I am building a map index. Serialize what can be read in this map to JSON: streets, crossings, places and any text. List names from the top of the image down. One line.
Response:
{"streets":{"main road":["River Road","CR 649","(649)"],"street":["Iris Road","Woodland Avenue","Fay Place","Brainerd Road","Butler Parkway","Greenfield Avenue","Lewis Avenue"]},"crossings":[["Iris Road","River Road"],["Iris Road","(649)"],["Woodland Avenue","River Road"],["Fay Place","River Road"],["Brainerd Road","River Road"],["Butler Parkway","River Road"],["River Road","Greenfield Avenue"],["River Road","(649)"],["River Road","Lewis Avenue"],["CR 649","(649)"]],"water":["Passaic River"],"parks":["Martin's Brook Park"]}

-------------------------

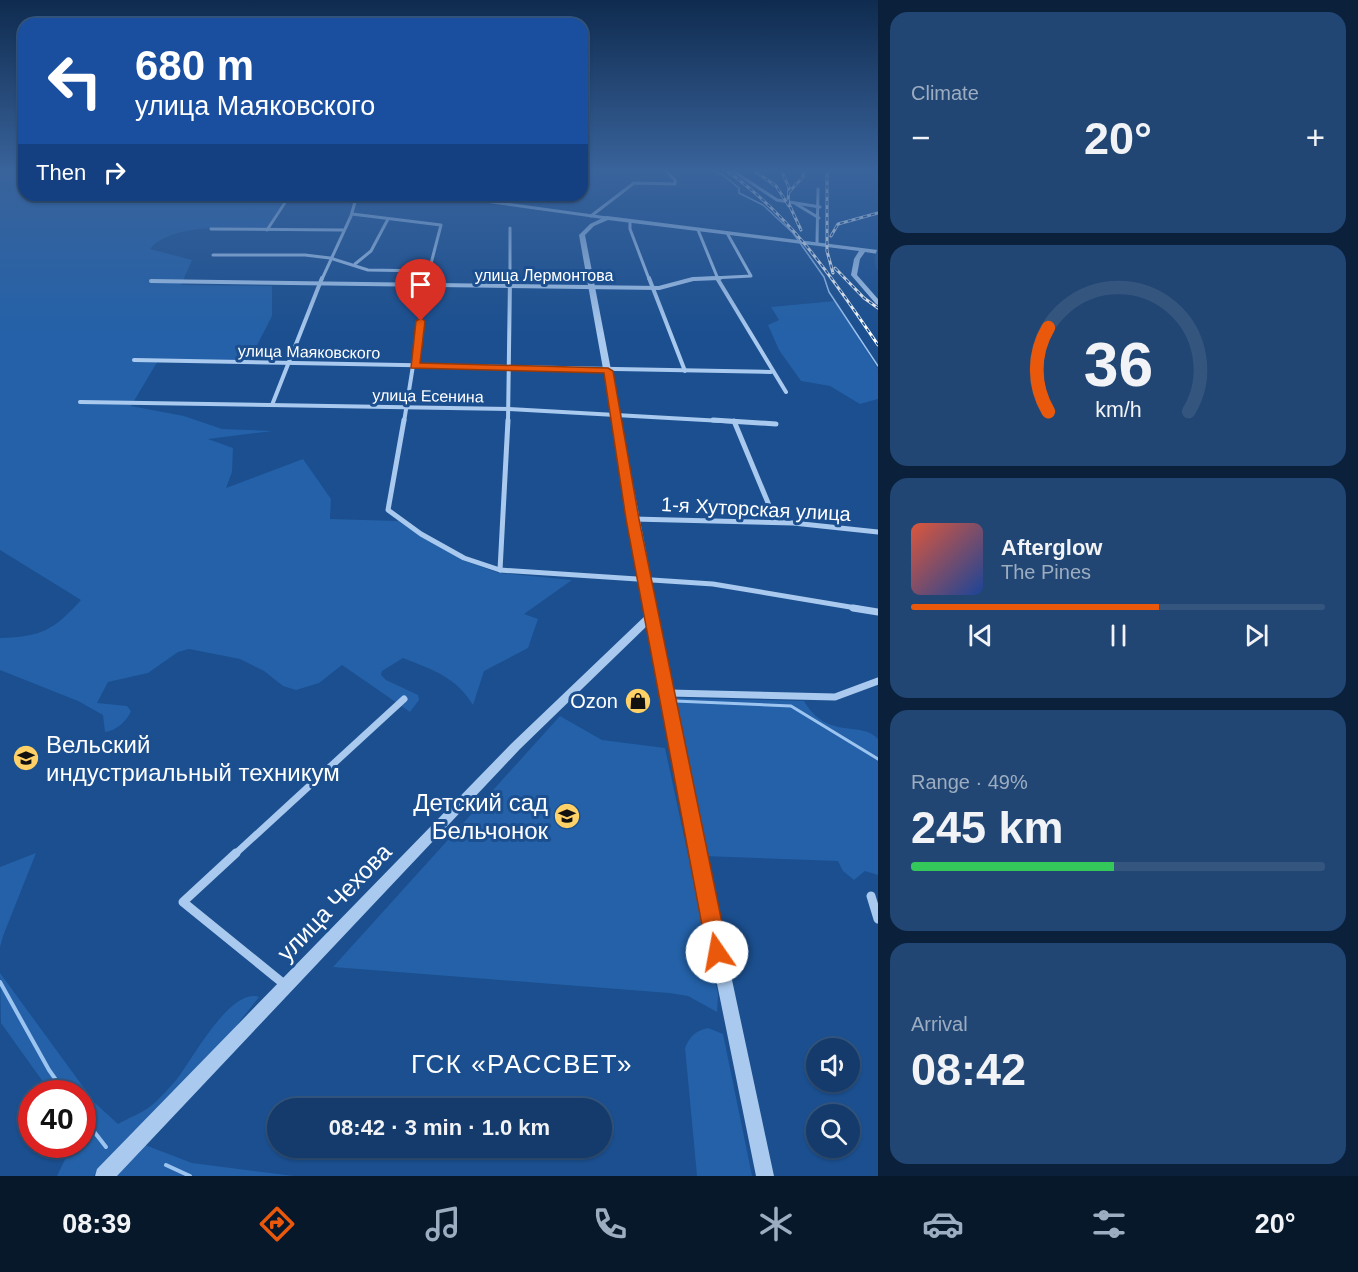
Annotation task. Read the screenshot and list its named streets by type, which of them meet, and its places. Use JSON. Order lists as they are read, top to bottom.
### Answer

-------------------------

◆ Prompt
Your answer should reproduce each line of the listing that holds the word "places".

◆ Expected output
I am building a map index. Serialize what can be read in this map to JSON: streets, crossings, places and any text. List names from the top of the image down. One line.
Annotation task. Read the screenshot and list its named streets by type, which of them meet, and its places. Use JSON. Order lists as they are read, top to bottom.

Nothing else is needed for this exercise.